A flute is essentially a pipe open at both ends.
The length of a flute is approximately 66.3 cm.
The speed of sound in the flute is 342 m/s.
What is the first harmonic of a flute when
all keys are closed, making the vibrating air
column approximately equal to the length of
the flute? Answer in units of Hz.

What is the second harmonic? Answer in
units of Hz.

What is the third harmonic? Answer in units
of Hz.

Homework Equations

I found the equation for fundamental frequency in an open-ended tube online: f=v/2L.

The Attempt at a Solution

f=v/2L
f=342/2x.633
f=270.142

However, my assignment says this is wrong. I searched some more and found that harmonics are multiples of the fundamental frequency (f, 2f, 3f, etc.). I'm sure this is relevant, I'm just not sure how - finding 2f gave me an incorrect answer as well.

 

[Dr.D]

Look at the units of your equation:
On the right side you have v/(2*L) [=] (L/T)/(L) [=] T
so the answer comes out in "per second". What does this mean? It means that the frequency you have calculated is in radians/sec, not in Hz. You need to then adjust the value to put it into Hz.

Does anybody teach unit checking these days? I sure see a lot of unit errors!

 

[Greywolfe1982]

How do you convert something from radians/second to oscillations/second? I understand how the units cancel, but I'm still unsure of what to do to get the correct answer.

 

[BobMonahon]

2 PI radians = 1 oscillation.

So if you have an answer in Radians / second (R/sec), convert to Oscillations / second (Osc/sec) by multiplying:

(R/sec) . (Osc / Radian) = Osc / sec.

In this case, you'll get your answer times (1 Osc / 2 PI Radians) -- or: Your answer divided by 2 PI. Do you get the right answer now?

 

[Greywolfe1982]

Nope, not the right answer =\

270.142/6.283185307=42.9944. Tried that and it wasn't correct. Any ideas on what I'm doing wrong? Did I mess up multiplication somewhere?

 

[LowlyPion]

The Attempt at a Solution

f=v/2L
f=342/2x.633
f=270.142

However, my assignment says this is wrong. I searched some more and found that harmonics are multiples of the fundamental frequency (f, 2f, 3f, etc.). I'm sure this is relevant, I'm just not sure how - finding 2f gave me an incorrect answer as well.

Try recalculating with the .663 that is given in the problem.

 

[Greywolfe1982]

...I hate myself -.- I tend to go through my problems and look over them, rather than rewrite them. Unfortunately this can make me miss stupid mistakes like that.

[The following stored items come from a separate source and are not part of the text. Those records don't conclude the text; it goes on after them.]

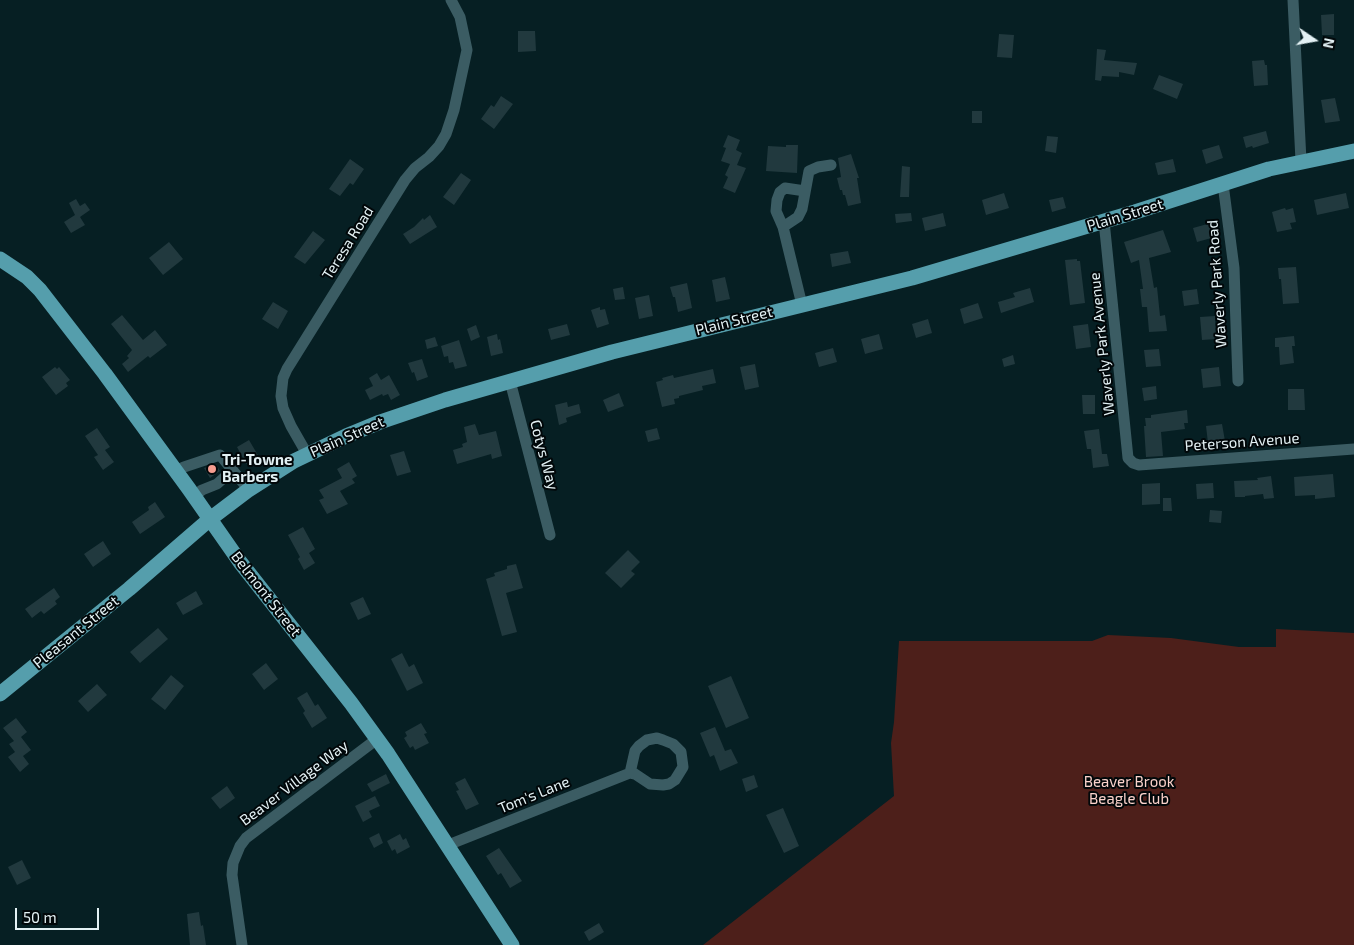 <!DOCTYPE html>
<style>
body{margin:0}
#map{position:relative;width:1354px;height:945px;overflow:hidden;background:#061f23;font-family:"Exo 2",sans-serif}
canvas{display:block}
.north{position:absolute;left:1289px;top:15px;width:50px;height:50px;-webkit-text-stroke:4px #010709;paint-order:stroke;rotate:102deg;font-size:14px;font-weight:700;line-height:20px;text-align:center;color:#e3f1f4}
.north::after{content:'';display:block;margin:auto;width:18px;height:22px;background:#e3f1f4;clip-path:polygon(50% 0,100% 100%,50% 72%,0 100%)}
.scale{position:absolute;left:15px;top:908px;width:84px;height:22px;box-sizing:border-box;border:2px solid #e3f1f4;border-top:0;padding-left:6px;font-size:15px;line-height:18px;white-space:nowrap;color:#e3f1f4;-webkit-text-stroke:4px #010709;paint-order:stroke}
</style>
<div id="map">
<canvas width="1354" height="945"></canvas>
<div class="north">N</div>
<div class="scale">50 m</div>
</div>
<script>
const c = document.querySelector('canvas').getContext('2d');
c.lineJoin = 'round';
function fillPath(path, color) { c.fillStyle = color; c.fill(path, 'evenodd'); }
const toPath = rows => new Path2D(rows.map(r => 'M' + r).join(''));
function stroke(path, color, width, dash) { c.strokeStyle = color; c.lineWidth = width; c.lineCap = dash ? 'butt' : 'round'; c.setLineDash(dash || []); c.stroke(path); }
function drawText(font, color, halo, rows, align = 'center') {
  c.font = font + ' "Exo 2",sans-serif'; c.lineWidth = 4; c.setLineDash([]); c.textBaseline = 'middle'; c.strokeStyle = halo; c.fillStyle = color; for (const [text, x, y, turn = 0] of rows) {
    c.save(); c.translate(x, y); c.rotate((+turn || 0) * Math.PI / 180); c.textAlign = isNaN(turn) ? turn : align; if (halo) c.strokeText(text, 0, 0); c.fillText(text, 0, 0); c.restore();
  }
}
fillPath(toPath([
 [1276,629,1354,633,1354,945,703,945,894,796,891,743,894,722,899,641,1092,641,1108,635,1171,638,1239,647,1276,647]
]), '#4d1f1a');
fillPath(toPath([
 [1334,14,1334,35,1322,35,1321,15],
 [518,31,535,31,536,51,518,52],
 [999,34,1014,35,1012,58,997,57],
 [1097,49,1106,50,1104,60,1137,63,1134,75,1119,72,1119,77,1102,76,1101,81,1095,80],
 [1264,60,1265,65,1267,65,1268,85,1254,86,1252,61],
 [1159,75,1183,84,1177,99,1153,89],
 [501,96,513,104,494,129,481,119,491,105,494,107],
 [1335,98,1340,121,1325,123,1321,100],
 [972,111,982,111,982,123,972,123],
 [1266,131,1269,143,1253,148,1252,146,1246,148,1243,137],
 [728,135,740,140,736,150,742,153,737,165,746,168,735,193,723,188,728,177,725,175,730,164,721,161,726,148,723,147],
 [1047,136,1058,137,1056,153,1045,151],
 [786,145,798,145,797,173,766,171,768,146,786,147],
 [1219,145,1223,158,1206,164,1202,150],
 [851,154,859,178,857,178,861,203,848,206,845,195,843,195,842,190,840,190,837,178,841,177,838,158],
 [350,159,364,169,353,185,350,183,340,196,329,189],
 [1173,159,1176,172,1158,175,1155,163],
 [902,166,910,167,909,197,900,197],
 [461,173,471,180,454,205,443,197],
 [1004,193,1009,208,986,215,982,200],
 [1346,193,1349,208,1317,215,1314,200],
 [1063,197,1066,208,1052,212,1049,200],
 [76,199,80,206,85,203,90,210,80,217,85,225,71,233,64,222,75,215,69,203],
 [1285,208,1286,210,1293,208,1296,222,1290,223,1292,229,1277,232,1272,212],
 [911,213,912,221,896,223,895,214],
 [943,213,946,226,925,231,922,218],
 [430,215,437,227,410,244,403,234,414,227,423,218,424,220],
 [1211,223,1215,237,1197,242,1193,228],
 [1163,230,1171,252,1149,258,1154,288,1157,287,1160,316,1165,315,1167,331,1149,332,1147,307,1142,307,1140,289,1143,289,1139,260,1131,263,1124,242],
 [313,231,325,240,305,264,294,257],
 [169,242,183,259,163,275,149,258],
 [848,251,851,263,832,267,830,254],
 [1077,259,1077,261,1080,261,1085,303,1070,305,1065,260],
 [1296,267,1299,303,1283,304,1281,279,1279,279,1278,268],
 [725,277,730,299,716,302,712,280],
 [687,283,692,308,678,312,675,297,673,297,670,287],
 [623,287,625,299,615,300,613,289],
 [1030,288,1034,302,1001,313,998,302,1015,297,1013,293],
 [1197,289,1199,304,1184,306,1182,291],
 [649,295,653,316,639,319,635,298],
 [273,302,288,311,278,329,262,319],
 [978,303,983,318,964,324,960,309],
 [600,307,600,310,605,309,609,324,597,328,591,310],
 [122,315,143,340,155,330,167,345,150,358,148,356,128,372,122,364,129,358,127,356,132,350,111,324],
 [1215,316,1216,339,1202,340,1200,317],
 [928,319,932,333,916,338,912,324],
 [567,324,570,335,551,340,548,329],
 [1088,324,1091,347,1076,349,1073,326],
 [476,325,480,337,471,341,467,329],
 [497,334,498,340,500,339,503,353,491,356,487,337],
 [879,334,883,349,865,354,861,339],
 [1294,336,1295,346,1292,346,1294,363,1280,365,1279,347,1275,347,1275,338],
 [435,337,438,346,427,349,425,340],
 [459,340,467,366,455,369,453,362,449,363,448,356,444,357,441,346],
 [833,348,837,362,819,367,815,353],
 [1159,349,1161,366,1146,367,1144,350],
 [1013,355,1015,364,1004,367,1002,359],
 [422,359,428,377,417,381,414,372,412,373,408,363],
 [755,364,759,387,745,390,740,367],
 [55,367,57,369,59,367,70,380,66,383,68,386,56,395,42,377],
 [1219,367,1221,386,1203,388,1201,369],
 [713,369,716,383,702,386,703,390,679,396,679,398,674,399,675,404,662,407,656,382,663,380,662,378,673,375,674,378],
 [377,373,381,380,389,375,400,395,391,400,388,394,383,396,382,394,370,400,365,390,373,386,369,378],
 [1156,386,1157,399,1144,401,1142,388],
 [1288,389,1304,389,1305,410,1288,410],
 [619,393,624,406,608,412,603,400],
 [1082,395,1095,395,1095,414,1083,414],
 [567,402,568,407,579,404,581,413,566,418,567,422,559,425,555,405],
 [1187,410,1188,423,1184,423,1185,429,1161,432,1163,456,1146,457,1144,426,1146,426,1145,418,1151,418,1151,415],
 [475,424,479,435,496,431,502,456,492,459,491,454,457,464,453,450,463,447,462,444,467,442,464,427],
 [1222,424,1225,441,1208,443,1206,426],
 [97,428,110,447,105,450,114,462,103,470,94,457,98,455,85,436],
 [657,428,660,439,648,442,645,431],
 [1099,429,1102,454,1107,454,1109,466,1093,468,1091,449,1087,449,1084,431],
 [249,440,259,457,246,464,237,447],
 [404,451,411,472,397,476,390,455],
 [349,462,357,476,352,479,355,483,340,491,348,504,327,514,319,500,324,498,319,490,342,478,337,469],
 [216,464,220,471,210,478,204,468],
 [1333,474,1335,497,1315,499,1315,495,1295,496,1294,477],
 [1271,476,1274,498,1264,499,1263,494,1245,496,1245,497,1235,497,1234,481,1258,480,1257,478],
 [1160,483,1160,504,1142,505,1142,484],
 [1213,483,1214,498,1197,499,1196,484],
 [1163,498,1171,498,1172,511,1163,511],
 [155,502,165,517,140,534,132,522,149,510,148,507],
 [1210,510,1222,511,1221,523,1209,522],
 [303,527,315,549,309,553,315,563,304,570,298,559,300,557,288,535],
 [103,541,111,554,93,567,84,554],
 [628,550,640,562,631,571,635,574,621,588,605,573],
 [516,564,523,588,506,593,517,632,502,636,486,579,495,576,494,573,507,569,507,566],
 [54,588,60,597,55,601,57,604,44,614,41,611,32,618,25,609],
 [196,591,203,604,183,615,176,603],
 [363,597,371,614,358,620,350,603],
 [158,628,168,639,140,663,130,652],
 [402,653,409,667,414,664,423,683,407,691,391,659],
 [266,663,278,679,264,690,252,674],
 [171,675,184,686,165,710,151,699],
 [731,676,749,718,726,728,708,686],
 [97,684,107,695,88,712,78,701],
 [307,692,315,706,318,704,327,718,312,728,303,713,305,711,297,698],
 [16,718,27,732,21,737,31,750,23,756,29,764,20,772,8,757,15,752,9,744,14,741,3,728],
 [421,723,427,733,424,734,429,743,415,750,413,746,410,748,404,738,407,736,405,732],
 [715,727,725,751,731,749,738,763,720,771,714,755,710,757,700,733],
 [386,774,390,783,372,792,367,784],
 [754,775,758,787,746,792,742,779],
 [465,778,479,804,466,810,456,791,459,790,455,783],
 [227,786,235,798,220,809,211,798],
 [375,796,380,806,369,811,372,817,363,822,355,806],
 [783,808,799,846,784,853,766,815],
 [379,833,383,843,374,848,369,838],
 [400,834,403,840,406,838,410,847,397,854,395,849,392,851,387,841],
 [499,848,522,881,510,888,501,873,498,875,486,856],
 [22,860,31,878,17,885,8,867],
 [199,912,201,926,203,925,206,945,190,945,187,914],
 [599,923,604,932,589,941,584,932]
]), '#21393e');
stroke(toPath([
 [1293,0,1301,161],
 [1223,184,1234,268,1238,381],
 [1104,221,1128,458,1133,463,1139,465,1354,449],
 [783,227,798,217,802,209,809,171,818,167,831,165],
 [802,305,783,227,776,211,777,200,780,192,785,188,805,191],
 [510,381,550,535],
 [307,454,291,426,283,408,281,396,283,378,287,369,405,180,415,168,429,157,439,146,446,134,454,110,467,50,460,17,451,0],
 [176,471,184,467,220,455,249,490],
 [194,496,202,490,217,484,227,475,234,472],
 [448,845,630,773,635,751,639,746,647,740,657,738,663,740,673,744,681,752,683,767,675,780,669,784,663,785,650,784,635,774,630,773],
 [242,945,232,875,233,863,240,846,246,838,377,739]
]), '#3b5c63', 11);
stroke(toPath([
 [0,259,27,277,40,290,105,374,189,489,240,562,351,703,388,754,512,945],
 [0,694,129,589,210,519,247,491,294,461,346,436,380,422,445,400,612,352,912,278,1135,212,1269,169,1354,151]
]), '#559eac', 15);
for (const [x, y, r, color] of [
 [212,469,5,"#f59d90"]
]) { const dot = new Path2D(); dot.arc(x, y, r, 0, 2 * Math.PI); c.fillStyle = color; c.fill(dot); stroke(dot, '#010709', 2); }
drawText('15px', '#e3f1f4', '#010709', [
 ["Plain Street",1125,215,-17],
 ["Teresa Road",348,243,-58],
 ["Waverly Park Road",1217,284,-94],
 ["Plain Street",734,321,-14],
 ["Waverly Park Avenue",1102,344,-96],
 ["Plain Street",347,437,-24],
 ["Peterson Avenue",1242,442,-4],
 ["Cotys Way",544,455,75],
 ["Belmont Street",266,594,52],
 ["Pleasant Street",76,632,-39],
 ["Beaver Village Way",294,783,-37],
 ["Tom's Lane",534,795,-22]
]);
drawText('bold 15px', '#e3f1f4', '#010709', [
 ["Tri-Towne",222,460],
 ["Barbers",222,477]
], 'left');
drawText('15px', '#fbd2cb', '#010709', [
 ["Beaver Brook",1129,782],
 ["Beagle Club",1129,799]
]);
</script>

Thanks a lot for the help.

 

[lokistar]

flutes are closed ended columns so the tube is equal to 1/4 of the wavelength so it would be

4X66.3 in metres so 4X0.663 = 2.652 that is the wavelength

to find the frequency it is speed/wavelength which is 129.7hz so assuming variants in atmospheric pressure will occur this frequency can be reguarded as C which is 130hz with a wavelength of 264cm
so to check 264/4=66.3 the length of the tube.

so the harmonics are 1st 130hz
2nd 260hz
3rd 390hz
4th 520hz

i think that's right I am pretty sure that's how it goes